> Stored items:
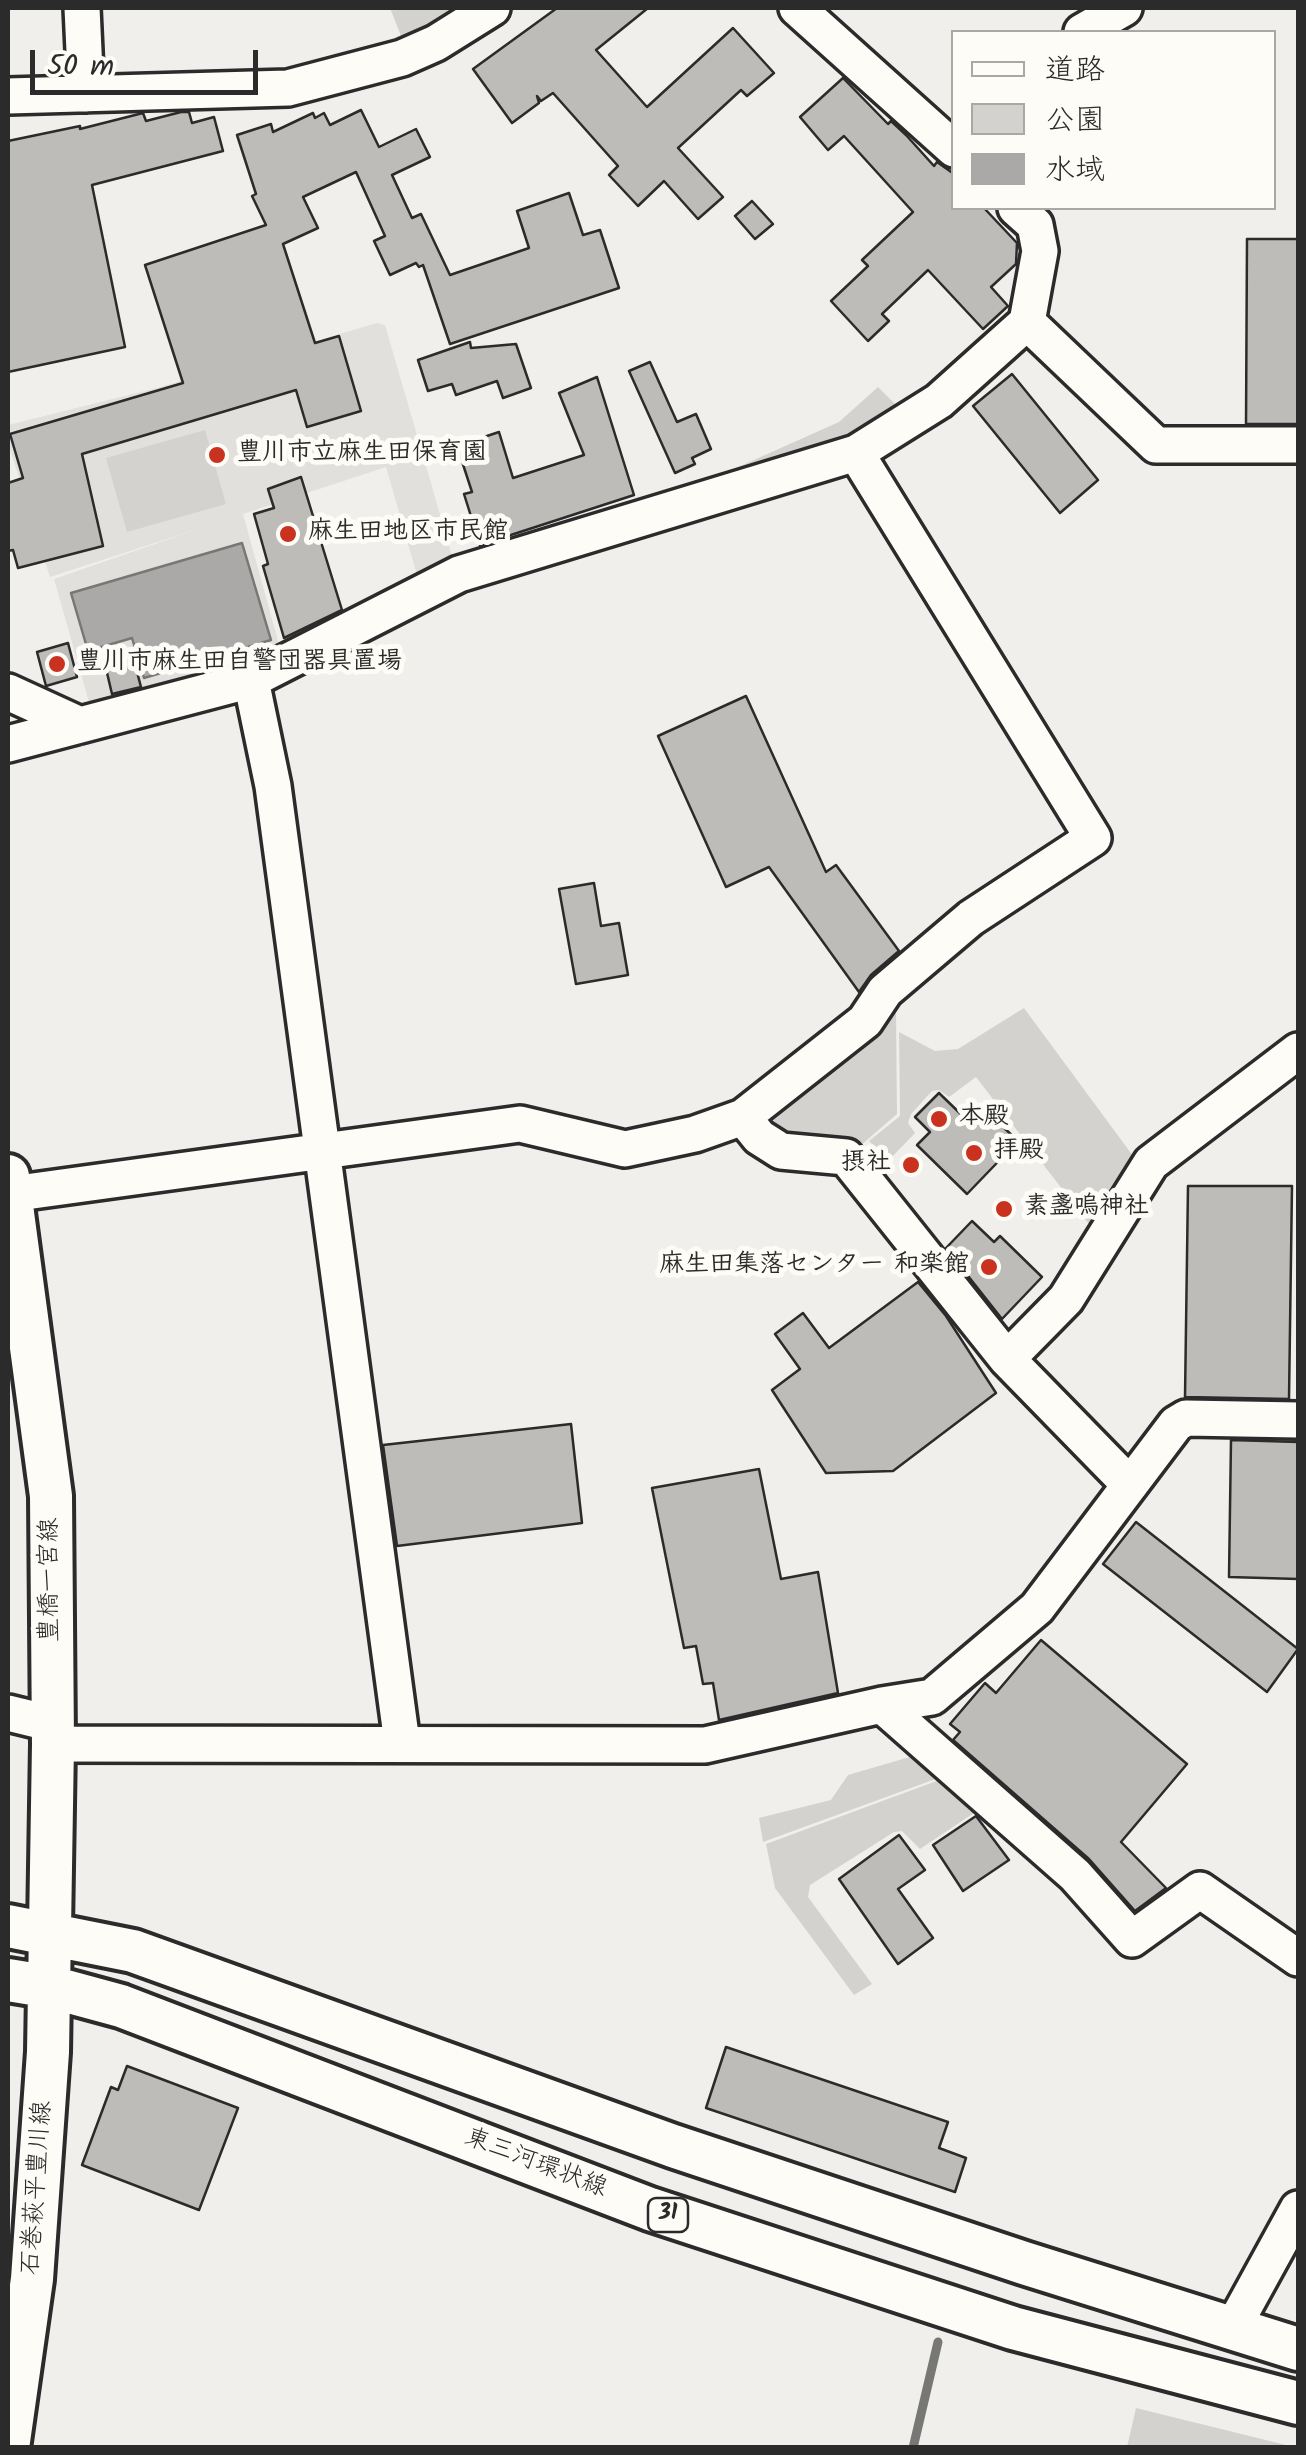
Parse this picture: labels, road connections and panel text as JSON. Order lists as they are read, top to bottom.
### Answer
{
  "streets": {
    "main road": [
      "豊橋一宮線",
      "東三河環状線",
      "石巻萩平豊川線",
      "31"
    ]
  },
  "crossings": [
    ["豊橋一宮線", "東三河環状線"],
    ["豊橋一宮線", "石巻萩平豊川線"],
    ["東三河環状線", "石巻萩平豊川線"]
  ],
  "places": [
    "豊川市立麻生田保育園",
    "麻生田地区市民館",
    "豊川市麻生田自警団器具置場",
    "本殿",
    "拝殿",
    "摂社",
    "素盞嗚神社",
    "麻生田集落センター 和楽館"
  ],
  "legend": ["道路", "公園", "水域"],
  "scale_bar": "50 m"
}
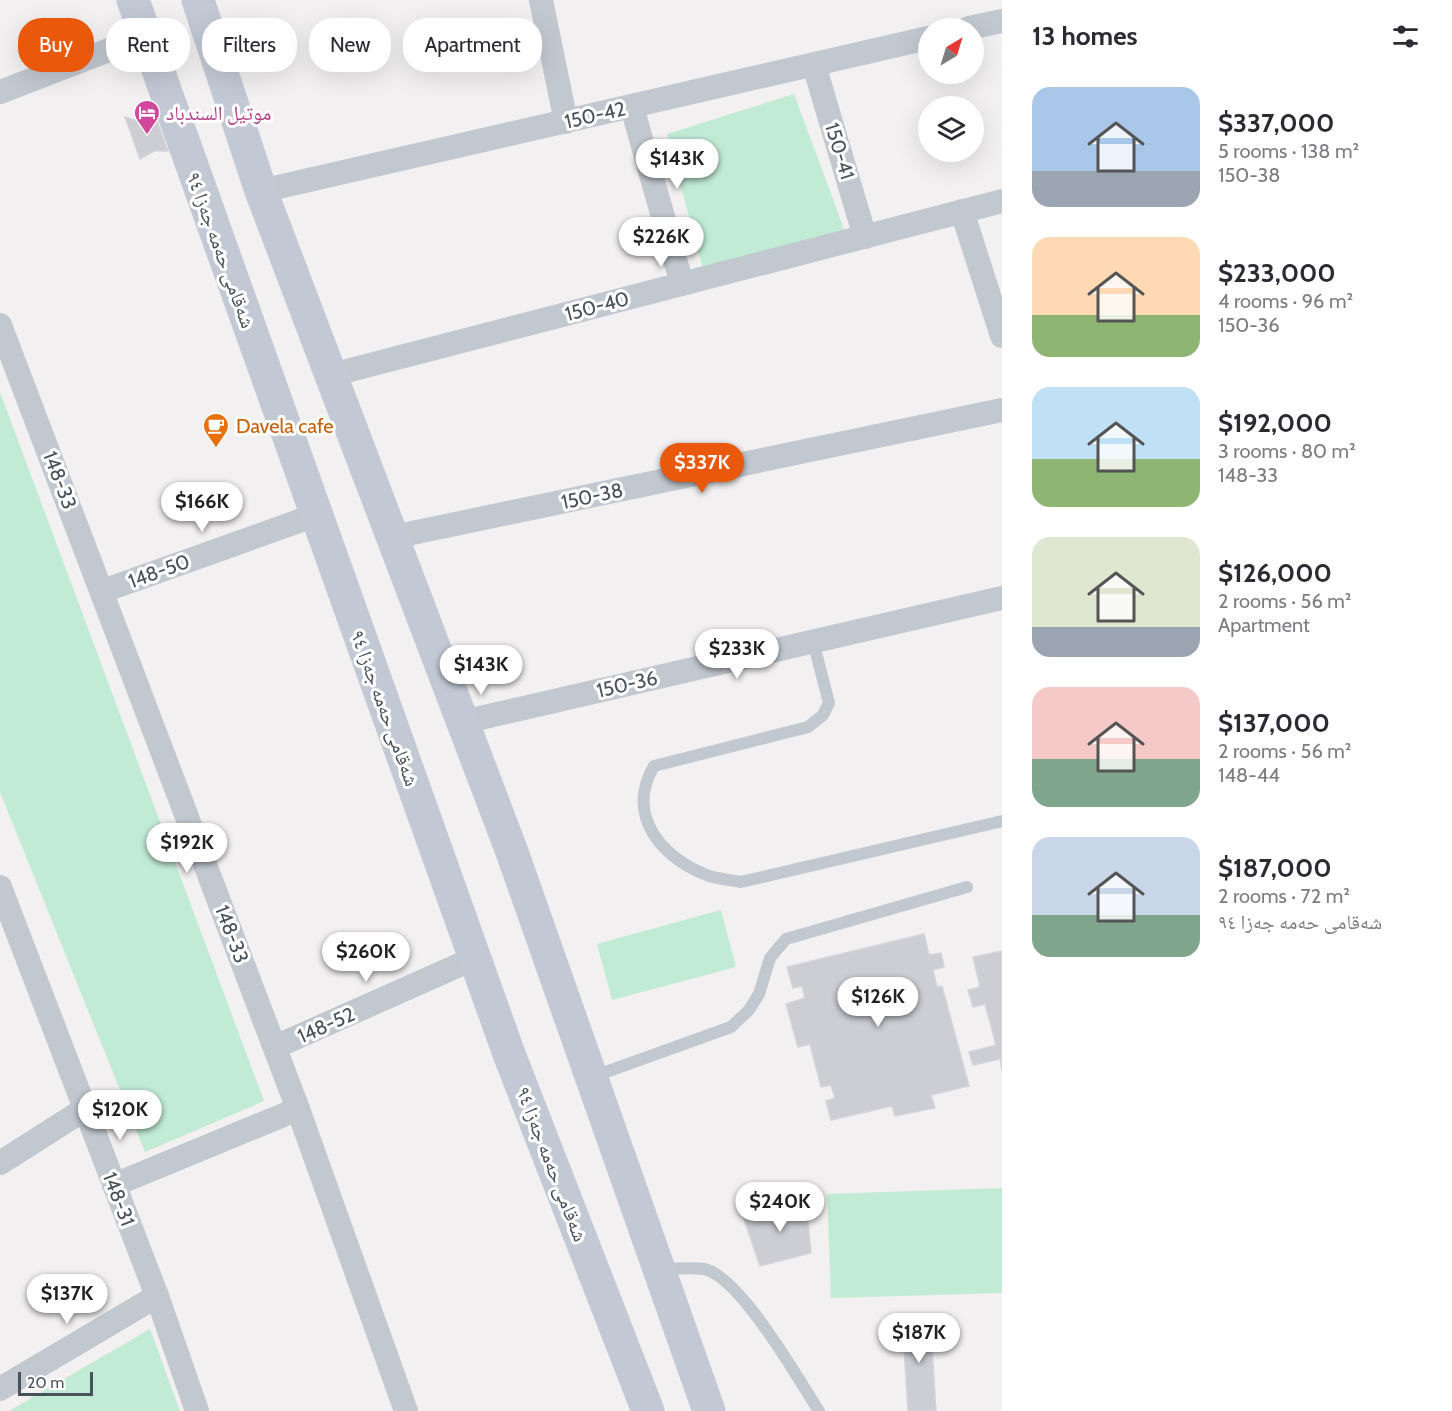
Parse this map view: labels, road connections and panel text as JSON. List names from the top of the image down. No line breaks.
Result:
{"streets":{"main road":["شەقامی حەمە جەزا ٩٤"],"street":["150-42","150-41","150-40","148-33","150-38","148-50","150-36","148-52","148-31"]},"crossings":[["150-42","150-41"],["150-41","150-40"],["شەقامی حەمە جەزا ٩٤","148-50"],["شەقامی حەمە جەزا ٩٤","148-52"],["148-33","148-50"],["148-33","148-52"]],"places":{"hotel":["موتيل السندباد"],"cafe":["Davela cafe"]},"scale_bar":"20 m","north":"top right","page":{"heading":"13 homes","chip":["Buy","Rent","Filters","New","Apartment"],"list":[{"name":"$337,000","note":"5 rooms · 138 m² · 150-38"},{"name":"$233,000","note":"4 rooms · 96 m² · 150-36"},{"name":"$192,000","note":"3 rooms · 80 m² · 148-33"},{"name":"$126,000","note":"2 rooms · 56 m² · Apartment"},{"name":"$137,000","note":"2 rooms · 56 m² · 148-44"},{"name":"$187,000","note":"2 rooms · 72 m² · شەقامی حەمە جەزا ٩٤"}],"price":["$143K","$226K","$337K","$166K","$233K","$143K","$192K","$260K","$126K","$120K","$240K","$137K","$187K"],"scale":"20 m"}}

> TASK ITEM:
Should a record include a picture, drop the picture and write out the remainder exactly.

> WRITTEN SOLUTION:
Parse this picture: labels, road connections and panel text as JSON. Order lists as they are read, top to bottom.
### Answer
{
  "streets": {
    "main road": [
      "豊橋一宮線",
      "東三河環状線",
      "石巻萩平豊川線",
      "31"
    ]
  },
  "crossings": [
    ["豊橋一宮線", "東三河環状線"],
    ["豊橋一宮線", "石巻萩平豊川線"],
    ["東三河環状線", "石巻萩平豊川線"]
  ],
  "places": [
    "豊川市立麻生田保育園",
    "麻生田地区市民館",
    "豊川市麻生田自警団器具置場",
    "本殿",
    "拝殿",
    "摂社",
    "素盞嗚神社",
    "麻生田集落センター 和楽館"
  ],
  "legend": ["道路", "公園", "水域"],
  "scale_bar": "50 m"
}
Parse this map view: labels, road connections and panel text as JSON. List names from the top of the image down. No line breaks.
Result:
{"streets":{"main road":["شەقامی حەمە جەزا ٩٤"],"street":["150-42","150-41","150-40","148-33","150-38","148-50","150-36","148-52","148-31"]},"crossings":[["150-42","150-41"],["150-41","150-40"],["شەقامی حەمە جەزا ٩٤","148-50"],["شەقامی حەمە جەزا ٩٤","148-52"],["148-33","148-50"],["148-33","148-52"]],"places":{"hotel":["موتيل السندباد"],"cafe":["Davela cafe"]},"scale_bar":"20 m","north":"top right","page":{"heading":"13 homes","chip":["Buy","Rent","Filters","New","Apartment"],"list":[{"name":"$337,000","note":"5 rooms · 138 m² · 150-38"},{"name":"$233,000","note":"4 rooms · 96 m² · 150-36"},{"name":"$192,000","note":"3 rooms · 80 m² · 148-33"},{"name":"$126,000","note":"2 rooms · 56 m² · Apartment"},{"name":"$137,000","note":"2 rooms · 56 m² · 148-44"},{"name":"$187,000","note":"2 rooms · 72 m² · شەقامی حەمە جەزا ٩٤"}],"price":["$143K","$226K","$337K","$166K","$233K","$143K","$192K","$260K","$126K","$120K","$240K","$137K","$187K"],"scale":"20 m"}}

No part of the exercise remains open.